STUDY MATERIAL below:
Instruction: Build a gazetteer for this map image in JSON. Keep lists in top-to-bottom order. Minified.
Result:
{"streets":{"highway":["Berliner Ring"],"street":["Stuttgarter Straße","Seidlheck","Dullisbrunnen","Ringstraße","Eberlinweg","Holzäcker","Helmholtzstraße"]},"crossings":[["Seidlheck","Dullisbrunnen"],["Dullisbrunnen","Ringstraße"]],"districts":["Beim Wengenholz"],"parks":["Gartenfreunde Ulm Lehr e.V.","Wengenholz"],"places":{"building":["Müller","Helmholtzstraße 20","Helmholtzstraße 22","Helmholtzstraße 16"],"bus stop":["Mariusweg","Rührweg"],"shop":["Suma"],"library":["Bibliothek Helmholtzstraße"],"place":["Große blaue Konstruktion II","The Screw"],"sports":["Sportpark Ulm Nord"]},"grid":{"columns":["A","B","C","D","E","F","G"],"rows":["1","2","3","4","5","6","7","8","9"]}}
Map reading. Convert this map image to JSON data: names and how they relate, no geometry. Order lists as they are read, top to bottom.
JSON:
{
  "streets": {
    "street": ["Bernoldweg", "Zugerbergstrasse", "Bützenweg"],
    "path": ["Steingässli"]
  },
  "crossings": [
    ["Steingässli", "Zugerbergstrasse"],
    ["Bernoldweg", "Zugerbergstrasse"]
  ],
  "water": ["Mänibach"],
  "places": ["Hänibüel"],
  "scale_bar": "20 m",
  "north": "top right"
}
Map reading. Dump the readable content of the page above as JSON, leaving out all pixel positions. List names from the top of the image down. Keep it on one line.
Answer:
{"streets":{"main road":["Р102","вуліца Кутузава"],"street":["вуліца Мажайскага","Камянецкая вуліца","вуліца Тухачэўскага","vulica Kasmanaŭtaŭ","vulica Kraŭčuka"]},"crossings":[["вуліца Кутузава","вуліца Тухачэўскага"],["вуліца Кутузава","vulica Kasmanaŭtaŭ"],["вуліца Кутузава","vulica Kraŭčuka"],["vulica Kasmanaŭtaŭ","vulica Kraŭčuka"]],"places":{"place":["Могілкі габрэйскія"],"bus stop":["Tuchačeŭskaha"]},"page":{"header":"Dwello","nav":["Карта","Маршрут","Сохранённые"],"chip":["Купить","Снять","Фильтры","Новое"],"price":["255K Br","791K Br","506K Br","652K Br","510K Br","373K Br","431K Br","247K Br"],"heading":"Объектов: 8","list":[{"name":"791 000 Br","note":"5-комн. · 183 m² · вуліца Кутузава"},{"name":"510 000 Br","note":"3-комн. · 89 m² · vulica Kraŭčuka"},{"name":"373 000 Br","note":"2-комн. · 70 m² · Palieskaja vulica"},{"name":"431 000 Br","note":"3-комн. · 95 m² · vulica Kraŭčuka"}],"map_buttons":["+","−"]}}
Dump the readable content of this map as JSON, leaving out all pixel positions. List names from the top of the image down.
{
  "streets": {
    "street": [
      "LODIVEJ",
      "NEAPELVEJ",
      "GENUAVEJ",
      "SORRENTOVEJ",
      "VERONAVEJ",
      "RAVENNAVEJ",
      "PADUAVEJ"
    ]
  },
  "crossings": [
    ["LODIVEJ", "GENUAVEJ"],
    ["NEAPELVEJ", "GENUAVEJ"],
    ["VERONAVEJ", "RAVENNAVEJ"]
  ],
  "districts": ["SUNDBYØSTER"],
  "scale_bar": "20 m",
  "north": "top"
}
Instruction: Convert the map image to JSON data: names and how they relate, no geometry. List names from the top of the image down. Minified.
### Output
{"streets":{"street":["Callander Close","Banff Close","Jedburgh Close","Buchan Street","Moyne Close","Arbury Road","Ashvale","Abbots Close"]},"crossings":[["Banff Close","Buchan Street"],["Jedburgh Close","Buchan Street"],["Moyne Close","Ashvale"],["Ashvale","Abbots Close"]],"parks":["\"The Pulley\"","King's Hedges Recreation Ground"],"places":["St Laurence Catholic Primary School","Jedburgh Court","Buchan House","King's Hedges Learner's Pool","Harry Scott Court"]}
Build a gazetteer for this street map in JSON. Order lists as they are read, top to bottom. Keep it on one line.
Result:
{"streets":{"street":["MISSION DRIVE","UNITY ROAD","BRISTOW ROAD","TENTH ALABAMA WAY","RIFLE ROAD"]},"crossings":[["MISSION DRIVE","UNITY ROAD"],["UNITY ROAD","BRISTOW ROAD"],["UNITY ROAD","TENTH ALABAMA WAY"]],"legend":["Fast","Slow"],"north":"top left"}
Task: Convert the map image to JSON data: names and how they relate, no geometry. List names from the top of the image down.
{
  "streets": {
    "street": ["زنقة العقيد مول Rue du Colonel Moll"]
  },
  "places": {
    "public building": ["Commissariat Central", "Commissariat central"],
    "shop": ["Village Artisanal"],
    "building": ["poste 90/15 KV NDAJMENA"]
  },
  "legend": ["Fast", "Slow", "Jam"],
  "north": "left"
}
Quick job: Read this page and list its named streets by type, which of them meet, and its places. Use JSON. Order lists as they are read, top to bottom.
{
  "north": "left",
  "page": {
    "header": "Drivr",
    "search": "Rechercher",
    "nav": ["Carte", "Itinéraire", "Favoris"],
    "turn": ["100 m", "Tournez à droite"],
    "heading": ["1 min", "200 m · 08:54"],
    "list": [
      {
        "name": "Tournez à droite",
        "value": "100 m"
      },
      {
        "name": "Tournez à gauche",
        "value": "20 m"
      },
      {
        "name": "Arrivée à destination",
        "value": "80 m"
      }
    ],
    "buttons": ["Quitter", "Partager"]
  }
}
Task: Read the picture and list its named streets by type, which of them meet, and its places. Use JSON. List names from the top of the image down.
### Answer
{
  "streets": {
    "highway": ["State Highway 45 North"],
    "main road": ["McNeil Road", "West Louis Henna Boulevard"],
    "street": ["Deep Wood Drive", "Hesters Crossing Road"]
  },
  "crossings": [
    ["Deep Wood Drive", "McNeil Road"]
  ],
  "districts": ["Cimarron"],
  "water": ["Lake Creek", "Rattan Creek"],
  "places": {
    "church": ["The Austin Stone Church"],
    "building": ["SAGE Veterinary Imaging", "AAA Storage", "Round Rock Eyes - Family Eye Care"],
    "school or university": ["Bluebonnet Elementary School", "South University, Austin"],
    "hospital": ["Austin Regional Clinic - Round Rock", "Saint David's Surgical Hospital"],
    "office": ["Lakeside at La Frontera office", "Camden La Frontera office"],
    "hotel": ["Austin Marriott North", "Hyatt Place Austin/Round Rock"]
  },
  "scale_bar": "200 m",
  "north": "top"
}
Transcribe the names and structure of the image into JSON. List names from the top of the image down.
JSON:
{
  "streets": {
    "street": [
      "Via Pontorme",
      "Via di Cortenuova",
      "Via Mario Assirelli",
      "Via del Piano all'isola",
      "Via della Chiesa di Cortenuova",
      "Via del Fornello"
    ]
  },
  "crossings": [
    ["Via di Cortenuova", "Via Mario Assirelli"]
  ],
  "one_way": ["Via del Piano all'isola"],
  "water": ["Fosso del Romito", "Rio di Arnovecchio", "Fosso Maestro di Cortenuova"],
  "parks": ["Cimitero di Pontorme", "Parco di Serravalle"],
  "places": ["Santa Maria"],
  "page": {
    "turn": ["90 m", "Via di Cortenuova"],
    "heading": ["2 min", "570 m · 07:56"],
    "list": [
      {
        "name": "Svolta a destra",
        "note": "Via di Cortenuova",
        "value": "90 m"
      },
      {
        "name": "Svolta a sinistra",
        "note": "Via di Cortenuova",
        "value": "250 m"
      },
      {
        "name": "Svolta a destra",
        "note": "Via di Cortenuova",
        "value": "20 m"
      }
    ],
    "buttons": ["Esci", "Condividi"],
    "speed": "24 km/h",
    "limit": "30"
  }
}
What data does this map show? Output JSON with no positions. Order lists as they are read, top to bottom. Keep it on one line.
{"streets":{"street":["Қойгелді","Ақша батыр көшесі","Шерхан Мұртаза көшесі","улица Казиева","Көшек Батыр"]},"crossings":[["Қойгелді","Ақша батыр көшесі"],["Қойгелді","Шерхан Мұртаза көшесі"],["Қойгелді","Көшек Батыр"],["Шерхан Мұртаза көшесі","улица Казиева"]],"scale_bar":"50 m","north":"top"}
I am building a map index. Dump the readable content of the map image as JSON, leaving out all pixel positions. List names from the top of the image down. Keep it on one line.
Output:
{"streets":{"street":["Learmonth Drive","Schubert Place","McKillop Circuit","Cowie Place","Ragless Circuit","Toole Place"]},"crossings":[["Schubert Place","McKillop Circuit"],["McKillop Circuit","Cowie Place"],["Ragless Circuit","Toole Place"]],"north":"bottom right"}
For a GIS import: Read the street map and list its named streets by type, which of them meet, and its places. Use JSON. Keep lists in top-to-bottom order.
End of STUDY MATERIAL.
- WHAT YOU WILL DO -
If a line of the entries holds the word "reading", copy it out.

- OUTPUT -
Map reading. Convert this map image to JSON data: names and how they relate, no geometry. Order lists as they are read, top to bottom.
Map reading. Dump the readable content of the page above as JSON, leaving out all pixel positions. List names from the top of the image down. Keep it on one line.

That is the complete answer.